Flash forward a few weeks, and I find myself reviewing a particularly troublesome LP pressing of Kate Bush’s 50 Words for Snow. I’ll let my printed criticism tell the tale:
“First the bad news: my LP copy of the new Kate Bush album, 50 Words for Snow, is one of the worst pressings I’ve purchased since I stopped buying used records on eBay. The surface noise levels are appalling, the records themselves are warped, and on the first disc the needle keeps going past the dead wax and swiftly across the label until my tonearm crashes into the spindle. In what third world country was this pressed? Even after a thorough and meticulous cleaning on the Walker Prelude LP Cleaning System, it was still borderline unlistenable. What a waste of $25.”
In other words, I wasn’t able to listen through this time. I switched to the CD in order to complete the review. That’s a painful thing to admit, considering I’ve been publicly pushing the sonic superiority of vinyl for more than 14 years. But sometimes those pops and clicks do ruin a recording, and I can clearly understand why so many people abandoned the format back in the ‘80’s and ‘90’s.
Let’s face it, vinyl isn’t for everyone. I’ve said this before, but your enjoyment of vinyl is somewhat dependent on your ability to hear around the surface noise. I recall one heated debate I once had with a rather stodgy old reviewer who couldn’t understand my love for vinyl; evidently a single pop or click would ruin an entire listening session for him. I pushed forward my usual argument that the best equipment could relegate pops and ticks so far into the background that they no longer seemed integrated with the music. He seemed to think there was something fundamentally wrong with that statement, that the so-called best equipment was actually obscuring the artifacts somehow, calling into question the accuracy of such gear.
It’s complicated, I know. But there’s more than surface noise getting in the way of our music. For instance, I noted that in the early days of CD’s, I actually heard more tape hiss in recordings–my opponents chalked this up, once again, to the increased resolution of digital formats. I found that particular artifact even more distracting than the surface noise on LP’s (I do remember mastering engineer Steve Hoffman telling me some years later that he thought tape hiss was an absolute good because it’s something there that’s part of the recording process and should be never taken away). In addition, we audiophiles are often struggling with the gremlins in our system such as occasional grounding hum, or “tube rush” and “microphonics” from a valve amplifier, and much more. The elimination of noise is an ongoing battle in our world, and sometimes we just have to give up and listen through to preserve what’s left of our sanity.

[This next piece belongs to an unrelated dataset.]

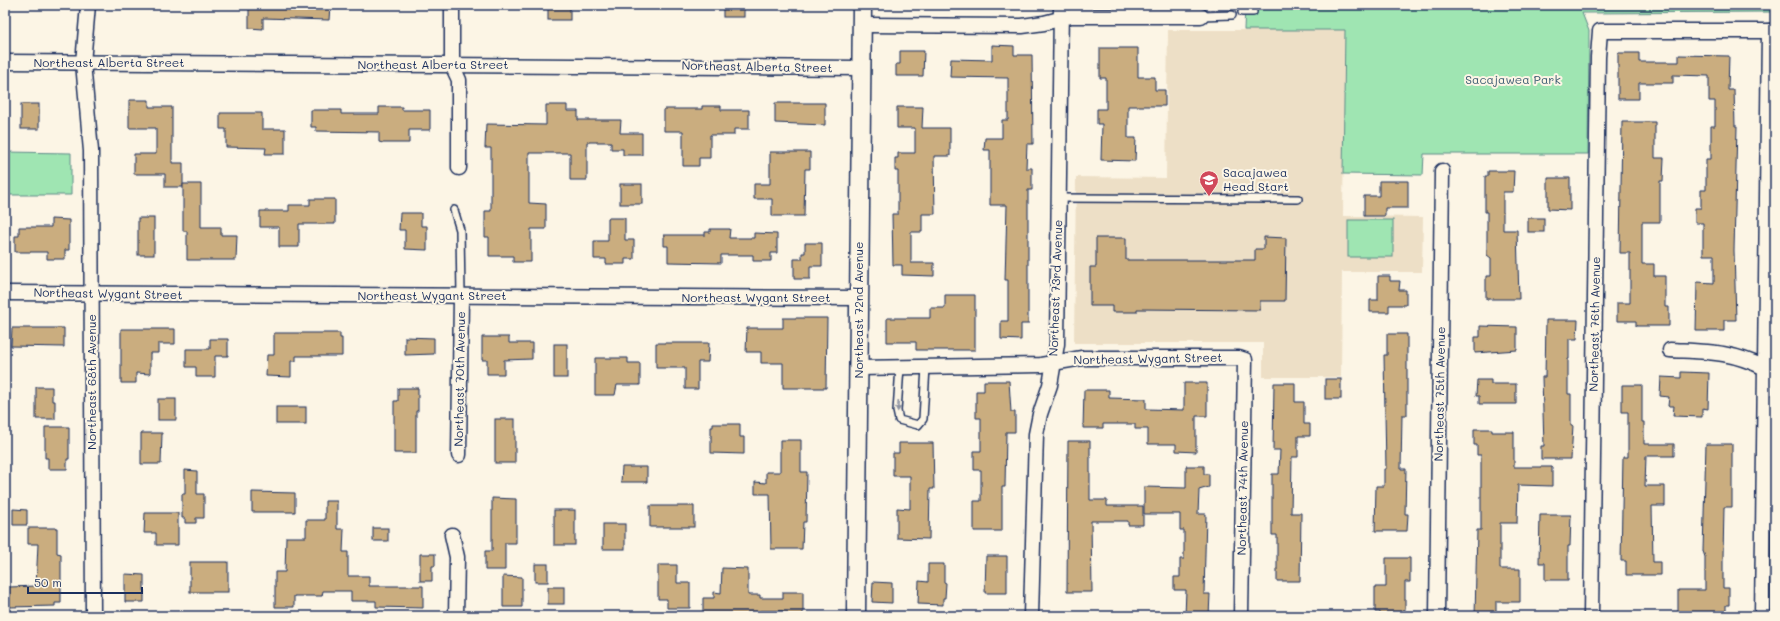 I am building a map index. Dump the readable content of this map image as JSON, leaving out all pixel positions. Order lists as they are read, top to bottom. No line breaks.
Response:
{"streets":{"street":["Northeast Alberta Street","Northeast 73rd Avenue","Northeast Wygant Street","Northeast 72nd Avenue","Northeast 76th Avenue","Northeast 70th Avenue","Northeast 68th Avenue","Northeast 75th Avenue","Northeast 74th Avenue"]},"crossings":[["Northeast Alberta Street","Northeast 72nd Avenue"],["Northeast Alberta Street","Northeast 68th Avenue"],["Northeast 73rd Avenue","Northeast Wygant Street"],["Northeast Wygant Street","Northeast 72nd Avenue"],["Northeast Wygant Street","Northeast 70th Avenue"],["Northeast Wygant Street","Northeast 68th Avenue"],["Northeast Wygant Street","Northeast 74th Avenue"]],"parks":["Sacajawea Park"],"places":{"school or university":["Sacajawea Head Start"]},"scale_bar":"50 m"} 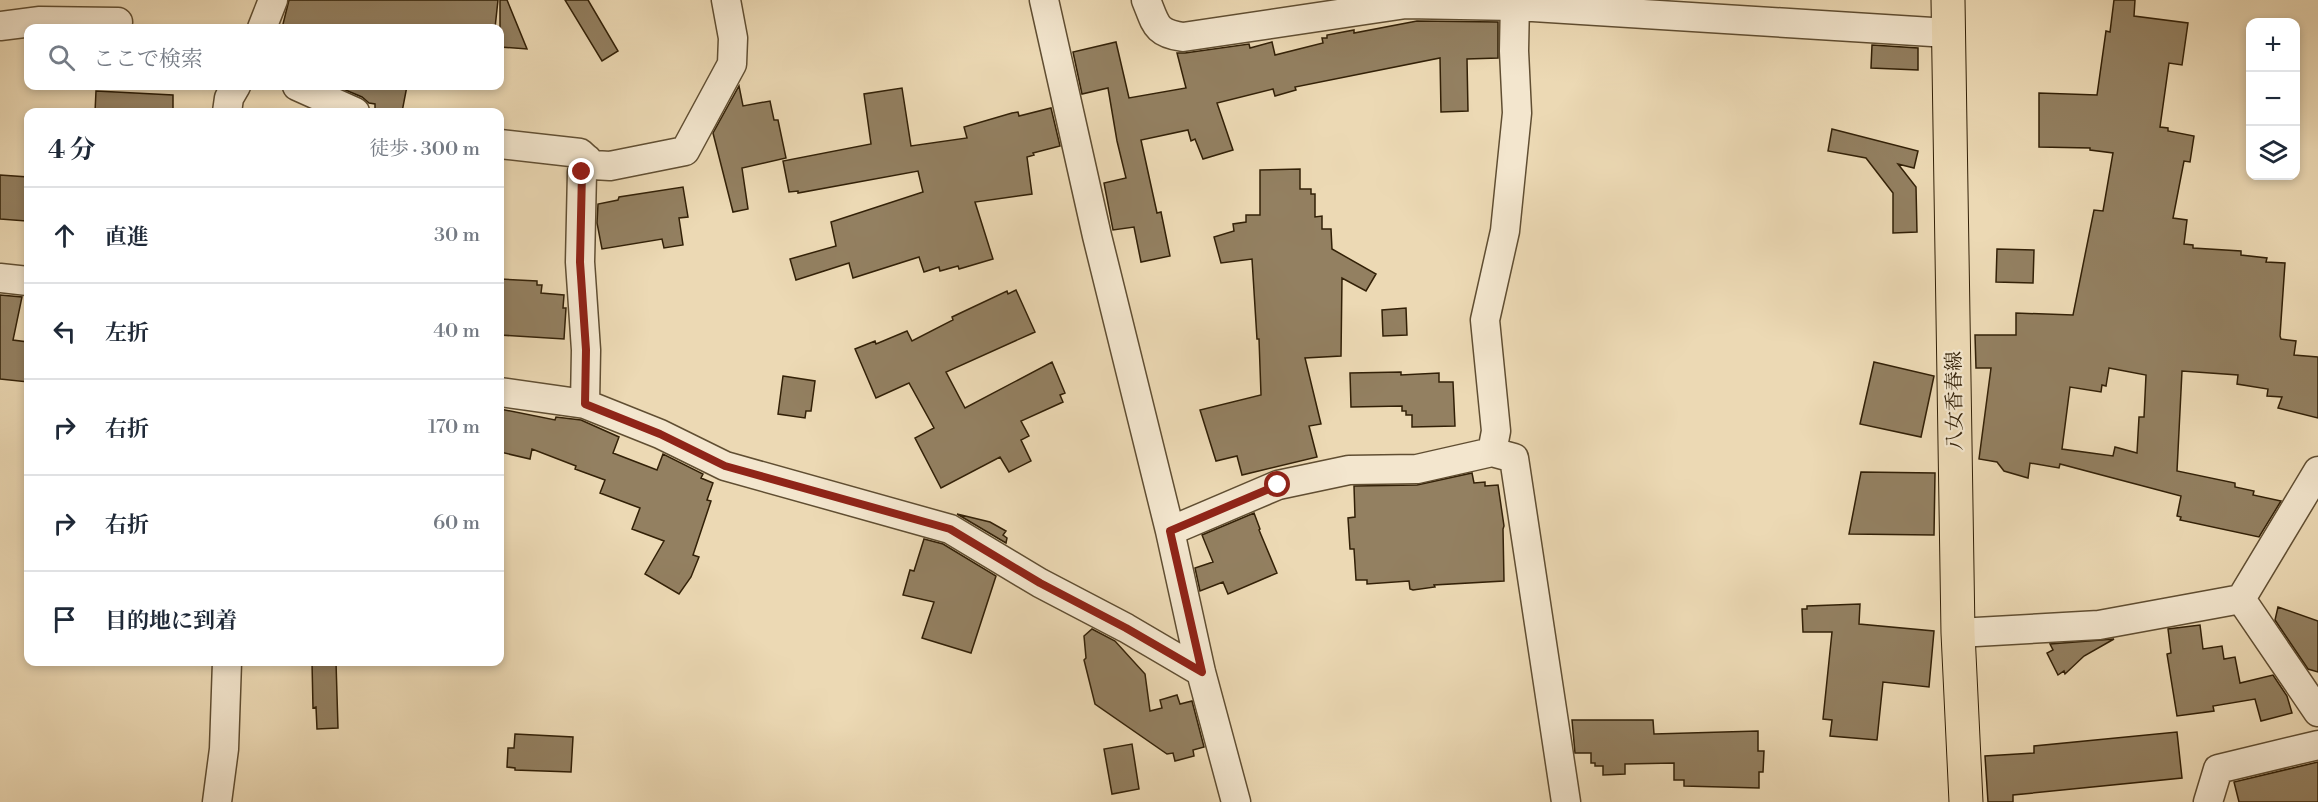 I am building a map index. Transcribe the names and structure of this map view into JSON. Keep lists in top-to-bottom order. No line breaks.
{"streets":{"main road":["八女香春線"]},"page":{"map_buttons":["+","−"],"search":"ここで検索","heading":["4 分","徒歩 · 300 m"],"list":[["直進","30 m"],["左折","40 m"],["右折","170 m"],["右折","60 m"],"目的地に到着"]}}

But think about it–we’re always listening through, even when we hear live music. An enthusiastic crowd singing along, the clinking of beer bottles and whisky glasses, an occasional cute waitress with tattooed arms and multiple facial piercing asking us if we’d like to open a tab–were we really meant to enjoy music in virtual silence so we can hear every single detail in a beloved piece of music? Or were we meant to roll with the punches?

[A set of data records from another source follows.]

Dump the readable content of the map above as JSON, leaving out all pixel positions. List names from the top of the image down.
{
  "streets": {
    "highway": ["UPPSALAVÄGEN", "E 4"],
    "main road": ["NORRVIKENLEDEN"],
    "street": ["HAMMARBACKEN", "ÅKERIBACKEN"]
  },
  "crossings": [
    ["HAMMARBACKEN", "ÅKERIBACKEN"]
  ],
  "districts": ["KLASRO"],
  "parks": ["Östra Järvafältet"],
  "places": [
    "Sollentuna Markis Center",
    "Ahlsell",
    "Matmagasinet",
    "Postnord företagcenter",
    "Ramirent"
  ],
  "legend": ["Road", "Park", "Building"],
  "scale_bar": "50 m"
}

When I was younger, I attended quite a few classical music concerts, and the rules are very different there. I was once scolded by the woman sitting next to me when I capriciously and absent-mindedly scratched my thigh during a Lutoslawski piano concerto (if I remember correctly, Lutoslawski himself was actually conducting so I should have been more respectful). Conductors occasional suspend a performance if there are too many coughs in the audience. Audiophiles, it seems, want that same sense of pristine perfection in their music. A sudden pop in the groove, a noise from outside, even a discernible edit from a sloppy mixing engineer can set us off and make us embrace the more noise-free digital formats that may be lacking elsewhere—such as the ability to sound like real, live music performed in an actual, physical space.
So should we all lighten up? With vinyl becoming more and more popular every year, my instinct is to say that we’re already lightening up and we don’t mind these artifacts as much as we did when CD’s first arrived. I still remember the first CD I ever heard and how the music welled up from absolute silence. There was no sound of the needle hitting the groove, nothing. It was breathtaking. But that elation didn’t last forever. Music, for what it’s worth, is full of noise. Musicians breathe loudly at times. They turn the pages of their sheet music, and it’s audible. They walk around the stage. Their fingernails occasionally collide with fret boards. Hell, they might even scratch a thigh, tie a shoelace or even hum along even though it’s an instrumental piece (think Keith Jarrett or Glenn Gould, musicians who could not resist making noise when creating unique, special performances).
If you’re a dyed-in-the-wool vinyl lover, you’ve already figured this all out. If you’re thinking about getting back into vinyl, you may need to re-calibrate your brain first and learn the vital skill of listening through. A friend of mine recently came over to listen to records, and he was torn between the obvious musicality of my analog rig with his own inability to ignore surface noise.
“Is there a product, an amplifier or something like that, that can get rid of all that stuff?” he asked hopefully.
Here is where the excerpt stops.